The uncomfortable but simple truths to help you succeed in life

  01 July 2017    Read: 1905
The uncomfortable but simple truths to help you succeed in life
Narcissists tend to get the furthest in life. That's the most disheartening fact that writer Eric Barker learned after spending almost a decade trying to uncover what makes some people glittering examples of success and others, well, not so much, AzVision.az reports citing the Independent.
“Narcissists do better in job interviews, are more attractive on first dates, and are more likely to be promoted to leadership positions,” Barker, who has recently released the book Barking up the Wrong Tree off the back of his blog of the same name, tells The Independent. “It's distressing to realise that, at least in the short term, a lot of bad behaviour can pay dividends.”

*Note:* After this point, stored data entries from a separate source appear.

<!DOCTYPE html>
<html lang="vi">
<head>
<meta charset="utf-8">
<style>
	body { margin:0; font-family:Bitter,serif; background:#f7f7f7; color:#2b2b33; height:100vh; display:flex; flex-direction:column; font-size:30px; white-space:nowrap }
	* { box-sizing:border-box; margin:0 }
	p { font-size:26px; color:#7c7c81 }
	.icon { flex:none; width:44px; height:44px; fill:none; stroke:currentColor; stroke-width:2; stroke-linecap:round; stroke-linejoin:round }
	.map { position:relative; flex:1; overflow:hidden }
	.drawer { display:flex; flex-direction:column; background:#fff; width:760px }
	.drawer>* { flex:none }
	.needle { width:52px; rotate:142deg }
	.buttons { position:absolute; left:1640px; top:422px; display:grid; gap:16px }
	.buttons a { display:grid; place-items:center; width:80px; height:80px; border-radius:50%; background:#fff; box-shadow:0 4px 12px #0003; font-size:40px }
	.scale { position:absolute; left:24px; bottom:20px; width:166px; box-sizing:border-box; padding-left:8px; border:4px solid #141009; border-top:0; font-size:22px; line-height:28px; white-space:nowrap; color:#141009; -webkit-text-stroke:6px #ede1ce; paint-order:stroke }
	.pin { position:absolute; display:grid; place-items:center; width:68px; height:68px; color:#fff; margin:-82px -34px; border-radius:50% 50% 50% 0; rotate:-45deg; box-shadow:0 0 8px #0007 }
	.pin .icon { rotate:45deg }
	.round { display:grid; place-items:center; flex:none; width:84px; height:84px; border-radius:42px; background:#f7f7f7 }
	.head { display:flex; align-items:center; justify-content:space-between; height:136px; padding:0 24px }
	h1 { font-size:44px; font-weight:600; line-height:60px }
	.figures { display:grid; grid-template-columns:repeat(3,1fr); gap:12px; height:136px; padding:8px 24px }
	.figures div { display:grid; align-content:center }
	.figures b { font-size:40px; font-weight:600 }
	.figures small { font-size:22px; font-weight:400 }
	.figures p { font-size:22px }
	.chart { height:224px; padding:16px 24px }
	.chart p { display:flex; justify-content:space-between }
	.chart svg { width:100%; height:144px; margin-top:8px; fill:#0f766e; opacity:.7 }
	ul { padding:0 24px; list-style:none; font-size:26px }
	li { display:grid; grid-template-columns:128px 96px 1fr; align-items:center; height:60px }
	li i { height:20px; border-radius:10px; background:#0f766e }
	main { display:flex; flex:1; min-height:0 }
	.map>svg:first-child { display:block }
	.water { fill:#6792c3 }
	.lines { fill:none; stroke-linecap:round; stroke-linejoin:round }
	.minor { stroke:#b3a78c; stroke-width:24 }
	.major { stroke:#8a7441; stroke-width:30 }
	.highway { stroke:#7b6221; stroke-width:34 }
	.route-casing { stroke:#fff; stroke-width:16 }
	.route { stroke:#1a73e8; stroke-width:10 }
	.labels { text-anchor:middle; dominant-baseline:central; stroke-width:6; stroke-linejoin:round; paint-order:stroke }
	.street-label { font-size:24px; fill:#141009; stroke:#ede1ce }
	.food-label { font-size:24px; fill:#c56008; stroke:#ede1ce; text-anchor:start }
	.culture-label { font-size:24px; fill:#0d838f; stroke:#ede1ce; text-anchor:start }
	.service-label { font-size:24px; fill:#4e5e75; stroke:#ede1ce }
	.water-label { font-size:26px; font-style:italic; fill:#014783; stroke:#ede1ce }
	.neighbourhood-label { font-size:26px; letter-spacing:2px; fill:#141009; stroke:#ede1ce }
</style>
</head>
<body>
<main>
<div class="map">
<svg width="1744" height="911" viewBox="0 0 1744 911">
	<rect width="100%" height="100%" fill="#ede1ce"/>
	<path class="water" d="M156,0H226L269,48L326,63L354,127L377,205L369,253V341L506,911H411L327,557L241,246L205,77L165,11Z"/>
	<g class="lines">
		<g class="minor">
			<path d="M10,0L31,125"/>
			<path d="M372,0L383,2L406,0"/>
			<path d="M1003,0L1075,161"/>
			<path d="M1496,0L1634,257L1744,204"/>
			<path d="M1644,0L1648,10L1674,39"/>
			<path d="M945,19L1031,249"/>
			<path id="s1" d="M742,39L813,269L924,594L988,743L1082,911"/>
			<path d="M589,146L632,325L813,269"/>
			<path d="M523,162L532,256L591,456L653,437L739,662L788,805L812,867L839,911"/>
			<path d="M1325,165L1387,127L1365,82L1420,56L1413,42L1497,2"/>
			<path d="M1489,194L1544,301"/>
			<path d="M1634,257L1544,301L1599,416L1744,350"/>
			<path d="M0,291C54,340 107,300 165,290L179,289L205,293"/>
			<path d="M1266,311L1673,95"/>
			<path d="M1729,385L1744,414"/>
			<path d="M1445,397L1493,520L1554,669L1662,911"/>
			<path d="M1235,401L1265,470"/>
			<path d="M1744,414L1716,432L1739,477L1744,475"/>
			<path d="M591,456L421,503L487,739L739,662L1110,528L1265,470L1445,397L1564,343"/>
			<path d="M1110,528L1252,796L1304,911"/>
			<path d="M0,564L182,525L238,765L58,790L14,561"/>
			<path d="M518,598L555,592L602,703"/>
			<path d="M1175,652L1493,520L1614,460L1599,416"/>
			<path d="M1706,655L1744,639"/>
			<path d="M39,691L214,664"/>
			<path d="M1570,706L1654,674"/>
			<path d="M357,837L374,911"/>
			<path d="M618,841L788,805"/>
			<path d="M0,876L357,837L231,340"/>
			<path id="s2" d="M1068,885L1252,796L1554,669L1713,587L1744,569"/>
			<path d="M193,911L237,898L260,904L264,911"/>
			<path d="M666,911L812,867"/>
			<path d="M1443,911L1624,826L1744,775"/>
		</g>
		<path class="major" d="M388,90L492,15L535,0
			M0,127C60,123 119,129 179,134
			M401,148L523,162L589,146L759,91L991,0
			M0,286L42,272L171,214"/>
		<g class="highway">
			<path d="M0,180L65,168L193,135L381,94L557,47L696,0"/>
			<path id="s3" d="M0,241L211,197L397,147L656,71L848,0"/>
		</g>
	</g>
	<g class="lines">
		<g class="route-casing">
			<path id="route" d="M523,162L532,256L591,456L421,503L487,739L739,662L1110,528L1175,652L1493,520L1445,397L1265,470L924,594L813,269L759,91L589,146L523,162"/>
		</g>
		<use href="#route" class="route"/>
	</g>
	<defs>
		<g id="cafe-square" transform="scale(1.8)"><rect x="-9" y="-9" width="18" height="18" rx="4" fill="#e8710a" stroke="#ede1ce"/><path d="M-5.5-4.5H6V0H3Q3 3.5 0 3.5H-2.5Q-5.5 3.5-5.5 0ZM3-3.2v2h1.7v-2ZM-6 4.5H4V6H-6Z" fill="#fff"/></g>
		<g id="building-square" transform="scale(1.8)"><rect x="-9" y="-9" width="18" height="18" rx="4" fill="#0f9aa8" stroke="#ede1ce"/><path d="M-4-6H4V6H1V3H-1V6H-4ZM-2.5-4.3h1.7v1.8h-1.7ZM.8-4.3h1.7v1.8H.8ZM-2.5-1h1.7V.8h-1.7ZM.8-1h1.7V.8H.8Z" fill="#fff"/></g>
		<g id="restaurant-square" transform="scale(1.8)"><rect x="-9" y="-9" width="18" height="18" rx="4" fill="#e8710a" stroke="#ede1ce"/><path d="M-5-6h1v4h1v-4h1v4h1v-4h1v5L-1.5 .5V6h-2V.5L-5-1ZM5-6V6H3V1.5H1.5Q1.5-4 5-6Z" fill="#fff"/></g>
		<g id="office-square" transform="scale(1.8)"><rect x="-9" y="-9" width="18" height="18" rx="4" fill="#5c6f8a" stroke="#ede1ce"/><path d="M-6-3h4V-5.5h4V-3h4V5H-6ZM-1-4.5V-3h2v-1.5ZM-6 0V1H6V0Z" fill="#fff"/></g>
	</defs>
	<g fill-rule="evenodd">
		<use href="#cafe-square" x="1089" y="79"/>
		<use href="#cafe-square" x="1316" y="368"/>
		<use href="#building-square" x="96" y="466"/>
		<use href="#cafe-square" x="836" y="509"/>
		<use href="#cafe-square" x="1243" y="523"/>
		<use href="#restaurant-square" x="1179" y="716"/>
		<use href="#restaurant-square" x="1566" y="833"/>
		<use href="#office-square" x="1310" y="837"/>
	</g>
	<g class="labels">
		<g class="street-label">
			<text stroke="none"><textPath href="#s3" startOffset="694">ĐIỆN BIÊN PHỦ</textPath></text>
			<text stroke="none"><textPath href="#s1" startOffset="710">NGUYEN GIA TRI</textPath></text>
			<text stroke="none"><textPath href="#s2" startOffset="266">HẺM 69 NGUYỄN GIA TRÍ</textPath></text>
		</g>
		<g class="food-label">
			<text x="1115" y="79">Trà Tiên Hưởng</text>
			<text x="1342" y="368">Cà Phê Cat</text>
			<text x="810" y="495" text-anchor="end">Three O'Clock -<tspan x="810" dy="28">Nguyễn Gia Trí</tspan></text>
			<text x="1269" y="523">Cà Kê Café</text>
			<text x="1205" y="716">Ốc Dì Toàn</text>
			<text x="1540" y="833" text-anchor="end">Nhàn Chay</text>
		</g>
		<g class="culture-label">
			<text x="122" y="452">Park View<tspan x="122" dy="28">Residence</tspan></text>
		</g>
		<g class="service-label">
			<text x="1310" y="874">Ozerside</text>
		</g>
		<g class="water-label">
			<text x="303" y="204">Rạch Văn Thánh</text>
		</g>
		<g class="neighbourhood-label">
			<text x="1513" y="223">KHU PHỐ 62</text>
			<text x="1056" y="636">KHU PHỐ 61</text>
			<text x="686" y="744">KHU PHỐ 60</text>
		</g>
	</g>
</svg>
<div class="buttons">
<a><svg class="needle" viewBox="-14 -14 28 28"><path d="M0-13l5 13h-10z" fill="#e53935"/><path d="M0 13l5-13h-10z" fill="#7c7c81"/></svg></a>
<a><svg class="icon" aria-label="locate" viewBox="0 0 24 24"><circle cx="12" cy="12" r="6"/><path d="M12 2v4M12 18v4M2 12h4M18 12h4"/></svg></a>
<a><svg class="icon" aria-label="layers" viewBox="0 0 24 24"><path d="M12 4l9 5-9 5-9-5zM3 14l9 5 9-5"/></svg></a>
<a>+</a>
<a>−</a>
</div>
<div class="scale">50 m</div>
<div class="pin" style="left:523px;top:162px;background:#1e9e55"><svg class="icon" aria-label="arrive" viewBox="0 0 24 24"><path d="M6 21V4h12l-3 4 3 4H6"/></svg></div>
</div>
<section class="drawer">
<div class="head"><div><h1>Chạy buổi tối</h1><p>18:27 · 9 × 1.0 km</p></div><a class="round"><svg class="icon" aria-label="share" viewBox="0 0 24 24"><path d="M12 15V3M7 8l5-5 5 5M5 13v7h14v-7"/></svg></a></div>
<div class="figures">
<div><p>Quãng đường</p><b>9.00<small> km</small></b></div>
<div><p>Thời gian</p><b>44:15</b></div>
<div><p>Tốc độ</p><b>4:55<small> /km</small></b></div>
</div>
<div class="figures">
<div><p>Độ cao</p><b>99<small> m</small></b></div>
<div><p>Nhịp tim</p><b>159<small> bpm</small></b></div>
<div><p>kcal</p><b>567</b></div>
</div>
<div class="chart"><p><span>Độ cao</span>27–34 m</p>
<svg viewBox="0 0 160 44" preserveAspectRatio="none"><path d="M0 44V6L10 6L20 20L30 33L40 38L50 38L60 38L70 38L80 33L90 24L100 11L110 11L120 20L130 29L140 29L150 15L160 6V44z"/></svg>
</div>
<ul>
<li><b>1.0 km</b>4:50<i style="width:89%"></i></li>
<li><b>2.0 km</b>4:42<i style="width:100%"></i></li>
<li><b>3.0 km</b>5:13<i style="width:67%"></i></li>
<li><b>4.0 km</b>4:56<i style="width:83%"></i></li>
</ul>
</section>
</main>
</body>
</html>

After poring over studies into the, albeit subjective, notions of happiness and success since the summer of 2009 Barker has made a heap of uncomfortable discoveries. In that time he has unpicked common questions including whether nice guys really do finish last, if sucking up to your boss ever works and, er, what we can learn from serial killers when it comes to excelling in our careers.

Disconcerting for both parents, children and adults in denial, Barker has found that being at the top of the class quickly becomes unimportant in the ‘real world’, depending on a person’s life goals. And if becoming an world-innovating billionaire sounds appealing, listen up.

Barker cites a 1995 study conducted at Boston College in the US which documented the lives of 81 valedictorians for 14 years after they graduated. Sure, 90 per cent of them went on to have professional jobs, and 40 per cent climbed to the highest possible role in their respective fields. But zero had achieved anything truly world-shattering.

On the contrary, separate research into 700 millionaires found that their average GPA was 2.9 and their winning quality wasn’t sticking to the beaten track or obediently learning how to pass exams, but breaking the rules. Often, that didn’t go hand in hand with academic prowess.

Another study at the Stanford Graduate School of Business showed that managing how your boss sees you is more important than working hard when it comes to climbing the career ladder. And separate research at the University of California Berkeley into ass-kissing found that it never backfires, even when a manager knows that it's totally insincere.

And if going against the grain to achieve wild success while stepping on more than a few toes sounds familiarly like the behaviour of the current president of the US, Donald Trump, Barker explains that he neatly fits into research at Harvard which showed that leaders fall into two categories: filtered and unfiltered.

"Filtered leaders are thoroughly vetted by the system and tend to maintain the status quo. Unfiltered leaders don't go through the standard checks and balances; like entrepreneurs or politicians who come to power through an unlikely series of events. Trump is the most 'unfiltered' president America has ever seen. Unfiltered leaders don't play by the standard rules, in fact, they may not even be familiar with the standard rules. Their tenures are marked by big changes, often negative, sometimes positive. Trump has probably shown us that a lot of Americans were seeking change — and they're likely to get it. For better or for worse."

So far so depressing. But Barker is adamant that his research isn't intended to turn us all into heartless psychopaths, nor does it spell doom for those who aren't naturally narcissistic or sycophantic. Quite the opposite. Luckily he also found that, in the end, being a jerk doesn't pay off as the workplace becomes bloated with liars and schemers, creating an unpleasant environment that is hard to sustain in many cases. In addition, while our interactions with others are certainly important they aren't the be all and end all, but rather part of a wider picture. Barker found that what was even more important than worrying about what is going on around you when chasing success is recognising and cultivating specific skills.

“I'm naturally an introvert,” he says, “but I knew for the book I'd need to reach out to people and get help. In chapter four, when I explore the old maxim of “It's not what you know, it's who you know” I detail some of the most effective networking techniques according to the academic research. I leveraged those to connect with some of the people whose stories I told. Without the help of those tips, I would have missed out on some of the most inspiring and insightful parts of the book."

Recognising that he is an introvert rather than attempting to mask it, he adds, is one of the most important lessons he has learned since and one of the biggest mistakes that most people make when they try to improve their lives.

"Most people don't really take the time to objectively 'know thyself'. They aren't clear on their personal strengths and weaknesses," stresses Barker. "Without that information, it's hard to align yourself with a good environment where you'll thrive, with the right people who can help you compensate for your shortcomings, and difficult to know what skills you need to double down on and which ones you might want to work on or ignore."

"A lot of the maxims we've been taught about success are myths or half-truths, but there is a lot of information about getting ahead that is valuable, if not essential," he adds. "Success is possible for everyone but we need to start with a better understanding of ourselves and have a personal definition of success that is aligned with that." Whether or not that involves being a narcissist is up to you.